> PROBLEM REQUIREMENTS
Using "Keep" as the search string, find the matching lines below and copy them.

(Collected data)
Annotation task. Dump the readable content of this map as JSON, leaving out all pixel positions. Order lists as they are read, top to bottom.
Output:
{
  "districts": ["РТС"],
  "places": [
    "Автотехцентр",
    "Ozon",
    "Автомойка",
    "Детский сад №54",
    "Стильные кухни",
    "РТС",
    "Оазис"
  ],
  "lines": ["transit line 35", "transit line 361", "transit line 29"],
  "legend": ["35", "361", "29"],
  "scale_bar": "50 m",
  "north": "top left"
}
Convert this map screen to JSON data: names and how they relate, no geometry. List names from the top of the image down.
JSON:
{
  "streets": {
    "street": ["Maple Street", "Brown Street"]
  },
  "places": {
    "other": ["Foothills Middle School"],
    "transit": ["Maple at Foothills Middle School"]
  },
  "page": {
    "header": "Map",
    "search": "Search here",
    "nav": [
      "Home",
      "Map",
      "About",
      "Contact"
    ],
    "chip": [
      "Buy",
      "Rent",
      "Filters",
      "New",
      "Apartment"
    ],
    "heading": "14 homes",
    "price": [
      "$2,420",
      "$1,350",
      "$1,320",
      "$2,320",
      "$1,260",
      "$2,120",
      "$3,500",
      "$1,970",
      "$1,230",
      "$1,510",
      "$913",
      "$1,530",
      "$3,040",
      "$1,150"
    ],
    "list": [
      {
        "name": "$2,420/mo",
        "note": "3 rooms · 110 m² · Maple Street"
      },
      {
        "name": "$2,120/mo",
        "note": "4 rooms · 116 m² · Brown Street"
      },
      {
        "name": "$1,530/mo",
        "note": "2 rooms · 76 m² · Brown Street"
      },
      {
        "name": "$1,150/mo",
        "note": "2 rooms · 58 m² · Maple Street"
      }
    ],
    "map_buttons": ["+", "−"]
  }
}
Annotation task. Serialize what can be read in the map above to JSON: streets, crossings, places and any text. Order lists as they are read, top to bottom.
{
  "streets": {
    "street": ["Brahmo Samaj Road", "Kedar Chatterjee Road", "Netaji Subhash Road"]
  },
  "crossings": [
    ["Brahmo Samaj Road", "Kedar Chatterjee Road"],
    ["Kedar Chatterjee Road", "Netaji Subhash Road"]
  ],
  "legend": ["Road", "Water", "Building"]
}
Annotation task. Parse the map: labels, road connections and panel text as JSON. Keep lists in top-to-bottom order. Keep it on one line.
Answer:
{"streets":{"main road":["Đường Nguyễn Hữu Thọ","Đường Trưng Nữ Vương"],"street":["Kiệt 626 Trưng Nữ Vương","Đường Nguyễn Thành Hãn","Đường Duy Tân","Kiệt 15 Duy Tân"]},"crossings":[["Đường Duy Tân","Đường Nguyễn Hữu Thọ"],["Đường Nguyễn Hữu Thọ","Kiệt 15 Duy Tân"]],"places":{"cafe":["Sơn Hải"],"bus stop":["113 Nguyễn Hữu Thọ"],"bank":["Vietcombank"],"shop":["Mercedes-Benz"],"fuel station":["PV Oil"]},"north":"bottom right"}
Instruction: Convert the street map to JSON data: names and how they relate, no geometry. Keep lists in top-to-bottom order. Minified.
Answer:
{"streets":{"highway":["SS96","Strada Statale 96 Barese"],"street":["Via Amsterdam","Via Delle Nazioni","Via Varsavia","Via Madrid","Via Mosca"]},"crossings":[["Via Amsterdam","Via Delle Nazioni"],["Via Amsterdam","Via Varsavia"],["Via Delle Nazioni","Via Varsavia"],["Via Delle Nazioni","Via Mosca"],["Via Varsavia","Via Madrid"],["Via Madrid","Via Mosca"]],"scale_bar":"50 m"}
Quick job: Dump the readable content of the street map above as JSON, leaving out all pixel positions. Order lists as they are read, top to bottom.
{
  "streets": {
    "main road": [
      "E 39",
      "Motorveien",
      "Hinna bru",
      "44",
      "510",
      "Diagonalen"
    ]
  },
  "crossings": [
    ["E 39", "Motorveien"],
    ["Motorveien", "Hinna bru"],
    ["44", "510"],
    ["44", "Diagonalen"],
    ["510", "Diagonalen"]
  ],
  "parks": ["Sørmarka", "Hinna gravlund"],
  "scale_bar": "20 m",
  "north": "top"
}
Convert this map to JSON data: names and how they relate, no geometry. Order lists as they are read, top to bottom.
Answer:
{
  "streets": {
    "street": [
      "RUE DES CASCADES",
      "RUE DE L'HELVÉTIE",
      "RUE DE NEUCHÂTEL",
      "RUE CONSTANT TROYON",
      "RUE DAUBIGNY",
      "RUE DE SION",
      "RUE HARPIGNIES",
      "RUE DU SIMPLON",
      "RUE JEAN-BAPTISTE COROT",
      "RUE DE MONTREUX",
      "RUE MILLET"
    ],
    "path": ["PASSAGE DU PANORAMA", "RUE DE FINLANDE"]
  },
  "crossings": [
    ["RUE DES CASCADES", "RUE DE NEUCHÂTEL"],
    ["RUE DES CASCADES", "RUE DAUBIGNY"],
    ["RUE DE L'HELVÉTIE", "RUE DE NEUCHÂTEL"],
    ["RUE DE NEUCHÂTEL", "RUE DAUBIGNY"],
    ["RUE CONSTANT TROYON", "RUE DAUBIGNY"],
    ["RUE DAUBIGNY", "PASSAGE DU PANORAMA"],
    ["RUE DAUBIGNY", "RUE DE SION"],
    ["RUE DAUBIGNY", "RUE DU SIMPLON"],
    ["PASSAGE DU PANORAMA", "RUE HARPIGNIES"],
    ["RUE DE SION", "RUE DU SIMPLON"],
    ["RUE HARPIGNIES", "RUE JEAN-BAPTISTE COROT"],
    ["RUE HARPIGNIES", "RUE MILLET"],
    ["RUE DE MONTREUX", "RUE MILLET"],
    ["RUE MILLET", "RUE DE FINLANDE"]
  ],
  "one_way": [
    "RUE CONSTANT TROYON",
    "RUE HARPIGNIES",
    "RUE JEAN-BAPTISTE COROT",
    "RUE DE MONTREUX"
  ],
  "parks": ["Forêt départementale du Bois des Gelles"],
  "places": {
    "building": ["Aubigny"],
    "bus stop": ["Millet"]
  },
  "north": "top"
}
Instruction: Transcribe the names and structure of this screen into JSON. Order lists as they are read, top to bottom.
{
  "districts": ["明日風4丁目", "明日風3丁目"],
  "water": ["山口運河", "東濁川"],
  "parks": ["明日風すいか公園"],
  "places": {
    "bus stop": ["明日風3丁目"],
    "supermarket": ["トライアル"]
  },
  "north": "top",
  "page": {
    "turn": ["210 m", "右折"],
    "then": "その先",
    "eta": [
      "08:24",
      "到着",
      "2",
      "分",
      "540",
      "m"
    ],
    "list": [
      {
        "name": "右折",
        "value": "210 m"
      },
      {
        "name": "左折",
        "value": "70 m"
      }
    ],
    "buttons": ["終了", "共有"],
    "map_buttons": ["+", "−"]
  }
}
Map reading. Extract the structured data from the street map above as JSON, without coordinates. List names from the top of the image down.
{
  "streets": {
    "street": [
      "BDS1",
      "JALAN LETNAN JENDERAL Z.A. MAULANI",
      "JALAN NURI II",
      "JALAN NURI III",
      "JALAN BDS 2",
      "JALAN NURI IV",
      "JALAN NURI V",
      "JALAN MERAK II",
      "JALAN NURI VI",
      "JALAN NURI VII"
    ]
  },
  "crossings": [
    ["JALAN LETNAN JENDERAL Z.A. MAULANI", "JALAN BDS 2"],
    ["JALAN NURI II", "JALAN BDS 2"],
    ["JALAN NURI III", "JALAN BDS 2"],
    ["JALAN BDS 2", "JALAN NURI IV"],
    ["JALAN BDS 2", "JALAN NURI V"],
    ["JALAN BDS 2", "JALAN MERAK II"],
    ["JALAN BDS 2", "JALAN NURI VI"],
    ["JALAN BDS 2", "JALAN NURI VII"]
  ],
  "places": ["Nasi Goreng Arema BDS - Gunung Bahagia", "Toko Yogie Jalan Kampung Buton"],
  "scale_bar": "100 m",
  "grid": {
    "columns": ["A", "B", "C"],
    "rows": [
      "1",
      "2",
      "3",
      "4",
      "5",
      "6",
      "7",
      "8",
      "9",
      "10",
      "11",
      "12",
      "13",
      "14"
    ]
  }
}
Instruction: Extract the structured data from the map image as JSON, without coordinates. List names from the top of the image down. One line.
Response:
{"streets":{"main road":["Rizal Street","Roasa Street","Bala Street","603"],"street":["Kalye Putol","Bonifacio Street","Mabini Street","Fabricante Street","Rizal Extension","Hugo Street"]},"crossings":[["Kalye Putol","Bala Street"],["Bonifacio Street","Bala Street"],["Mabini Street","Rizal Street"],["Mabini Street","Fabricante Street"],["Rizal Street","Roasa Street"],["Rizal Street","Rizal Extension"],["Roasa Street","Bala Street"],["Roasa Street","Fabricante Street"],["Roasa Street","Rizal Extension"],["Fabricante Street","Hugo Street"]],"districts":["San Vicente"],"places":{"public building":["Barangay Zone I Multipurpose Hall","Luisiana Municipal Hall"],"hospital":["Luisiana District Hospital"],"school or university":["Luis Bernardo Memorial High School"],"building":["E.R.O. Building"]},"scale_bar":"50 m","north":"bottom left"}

> EXERCISE OUTPUT
Annotation task. Parse the map: labels, road connections and panel text as JSON. Keep lists in top-to-bottom order. Keep it on one line.
Instruction: Convert the street map to JSON data: names and how they relate, no geometry. Keep lists in top-to-bottom order. Minified.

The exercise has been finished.